At the center of the legal dispute is a residential project on Columbia Street led by developer and zoning attorney Patrick W. Barrett III through Columbia St. LLC. The proposed development aims to create approximately 90,000 square feet of new condominiums in Cambridge. However, under the city's current Inclusionary Housing Ordinance (IHO), Barrett would be required to set aside 20% of the units as income-restricted affordable housing. Barrett argues that this mandate forces developers to surrender fundamental property rights, making the financial viability of such residential projects nearly impossible in the current economic climate.

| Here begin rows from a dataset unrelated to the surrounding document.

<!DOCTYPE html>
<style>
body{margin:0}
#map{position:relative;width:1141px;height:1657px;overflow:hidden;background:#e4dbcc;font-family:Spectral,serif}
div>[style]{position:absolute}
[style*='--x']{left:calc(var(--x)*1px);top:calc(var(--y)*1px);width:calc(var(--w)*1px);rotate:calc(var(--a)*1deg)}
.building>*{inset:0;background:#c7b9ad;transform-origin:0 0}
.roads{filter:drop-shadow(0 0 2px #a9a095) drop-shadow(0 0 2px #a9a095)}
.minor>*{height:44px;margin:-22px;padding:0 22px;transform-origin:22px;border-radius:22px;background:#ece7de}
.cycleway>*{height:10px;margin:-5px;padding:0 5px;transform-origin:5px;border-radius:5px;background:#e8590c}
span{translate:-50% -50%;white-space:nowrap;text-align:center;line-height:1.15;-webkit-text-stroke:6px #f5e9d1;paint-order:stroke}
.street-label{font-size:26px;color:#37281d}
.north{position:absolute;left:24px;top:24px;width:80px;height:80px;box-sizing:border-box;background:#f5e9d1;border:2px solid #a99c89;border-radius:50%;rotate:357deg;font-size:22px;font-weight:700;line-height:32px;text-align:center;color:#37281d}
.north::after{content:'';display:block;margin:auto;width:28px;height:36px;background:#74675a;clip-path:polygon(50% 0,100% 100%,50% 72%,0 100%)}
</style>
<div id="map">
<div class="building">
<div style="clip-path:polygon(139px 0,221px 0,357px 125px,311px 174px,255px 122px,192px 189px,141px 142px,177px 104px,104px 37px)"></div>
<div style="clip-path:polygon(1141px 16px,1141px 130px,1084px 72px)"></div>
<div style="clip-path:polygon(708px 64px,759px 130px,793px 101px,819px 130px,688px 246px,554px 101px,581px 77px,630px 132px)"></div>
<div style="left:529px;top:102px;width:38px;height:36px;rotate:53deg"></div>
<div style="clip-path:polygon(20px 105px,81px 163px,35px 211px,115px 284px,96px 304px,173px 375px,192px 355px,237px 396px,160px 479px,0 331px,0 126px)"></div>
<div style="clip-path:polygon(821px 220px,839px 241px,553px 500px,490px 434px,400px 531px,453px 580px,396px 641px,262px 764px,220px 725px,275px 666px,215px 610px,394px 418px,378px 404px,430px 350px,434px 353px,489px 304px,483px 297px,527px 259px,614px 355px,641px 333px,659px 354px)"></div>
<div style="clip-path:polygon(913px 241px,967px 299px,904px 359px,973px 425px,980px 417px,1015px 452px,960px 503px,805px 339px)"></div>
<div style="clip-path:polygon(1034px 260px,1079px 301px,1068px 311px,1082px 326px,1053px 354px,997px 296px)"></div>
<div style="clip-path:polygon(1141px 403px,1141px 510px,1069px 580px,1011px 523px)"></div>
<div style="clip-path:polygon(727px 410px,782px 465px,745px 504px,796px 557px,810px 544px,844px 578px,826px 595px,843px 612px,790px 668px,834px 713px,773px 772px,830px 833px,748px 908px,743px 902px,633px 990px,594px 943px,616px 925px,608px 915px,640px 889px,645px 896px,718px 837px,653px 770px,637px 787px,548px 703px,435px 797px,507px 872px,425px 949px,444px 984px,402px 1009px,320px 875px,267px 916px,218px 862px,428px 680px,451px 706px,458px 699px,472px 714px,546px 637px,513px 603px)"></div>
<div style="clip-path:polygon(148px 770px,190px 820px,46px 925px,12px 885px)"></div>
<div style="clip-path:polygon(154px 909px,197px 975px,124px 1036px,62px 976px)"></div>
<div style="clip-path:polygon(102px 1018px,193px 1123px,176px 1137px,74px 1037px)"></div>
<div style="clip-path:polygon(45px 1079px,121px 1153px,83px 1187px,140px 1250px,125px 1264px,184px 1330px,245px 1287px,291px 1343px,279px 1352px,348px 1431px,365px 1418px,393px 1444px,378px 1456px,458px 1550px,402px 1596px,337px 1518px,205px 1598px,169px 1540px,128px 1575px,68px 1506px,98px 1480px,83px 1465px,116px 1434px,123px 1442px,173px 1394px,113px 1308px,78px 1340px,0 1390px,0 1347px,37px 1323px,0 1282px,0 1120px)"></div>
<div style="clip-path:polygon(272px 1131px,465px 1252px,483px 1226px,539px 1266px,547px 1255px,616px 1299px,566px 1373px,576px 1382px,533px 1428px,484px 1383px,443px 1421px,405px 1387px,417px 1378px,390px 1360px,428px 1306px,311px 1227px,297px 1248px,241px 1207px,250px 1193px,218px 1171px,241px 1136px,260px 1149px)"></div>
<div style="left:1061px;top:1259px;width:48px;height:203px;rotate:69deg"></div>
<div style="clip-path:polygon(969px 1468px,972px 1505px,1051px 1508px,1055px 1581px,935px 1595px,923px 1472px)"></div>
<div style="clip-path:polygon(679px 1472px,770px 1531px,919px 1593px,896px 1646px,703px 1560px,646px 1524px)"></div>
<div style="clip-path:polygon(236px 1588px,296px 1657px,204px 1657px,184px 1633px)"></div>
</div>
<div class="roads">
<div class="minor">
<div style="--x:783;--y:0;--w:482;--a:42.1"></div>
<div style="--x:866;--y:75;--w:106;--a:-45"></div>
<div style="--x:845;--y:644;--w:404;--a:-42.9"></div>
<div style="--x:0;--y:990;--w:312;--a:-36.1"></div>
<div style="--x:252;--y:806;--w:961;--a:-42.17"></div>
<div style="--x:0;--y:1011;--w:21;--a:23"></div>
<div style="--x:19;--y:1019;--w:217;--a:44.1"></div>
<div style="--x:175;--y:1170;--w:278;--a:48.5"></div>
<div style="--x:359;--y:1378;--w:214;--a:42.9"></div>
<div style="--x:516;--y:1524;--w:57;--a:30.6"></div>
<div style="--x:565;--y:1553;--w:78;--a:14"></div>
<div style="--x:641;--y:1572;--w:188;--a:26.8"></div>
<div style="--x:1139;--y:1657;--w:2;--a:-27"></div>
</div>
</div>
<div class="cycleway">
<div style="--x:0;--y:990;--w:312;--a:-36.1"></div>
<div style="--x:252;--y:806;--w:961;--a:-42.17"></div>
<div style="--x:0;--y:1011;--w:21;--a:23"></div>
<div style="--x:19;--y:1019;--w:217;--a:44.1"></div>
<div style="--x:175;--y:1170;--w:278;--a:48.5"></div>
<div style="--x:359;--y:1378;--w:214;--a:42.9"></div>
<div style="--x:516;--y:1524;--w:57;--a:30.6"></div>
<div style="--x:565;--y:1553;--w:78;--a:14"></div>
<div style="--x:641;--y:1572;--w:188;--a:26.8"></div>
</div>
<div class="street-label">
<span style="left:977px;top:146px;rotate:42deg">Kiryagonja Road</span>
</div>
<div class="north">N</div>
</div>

Regulatory and Competitive Landscape

Cambridge’s inclusionary zoning framework dates back to 1998, when it originally required an 11.5% affordability set-aside for developments exceeding 10 units. The 2017 amendment, which pushed that requirement to 20%, placed Cambridge among the cities with the highest inclusionary thresholds in Massachusetts. Barrett’s suit contends that the city is relying on outdated "nexus" studies to justify these requirements. He argues that the city has failed to prove a direct link between new market-rate residential projects and the specific need for affordable housing that the ordinance intends to mitigate.

Strategic Rationale and Market Impact

Barrett, who has worked in Cambridge for two decades, claims that the 20% threshold has effectively halted his residential building activities. He suggests that while the policy's intent is to maintain socioeconomic diversity, the practical result is a stagnation in the housing supply. The lawsuit notes that land, labor, and construction costs have risen dramatically since the original 1998 nexus study, rendering the current economic assumptions of the ordinance obsolete. If successful, the suit could force a massive reevaluation of how municipalities across the Commonwealth balance affordable housing mandates with private development incentives.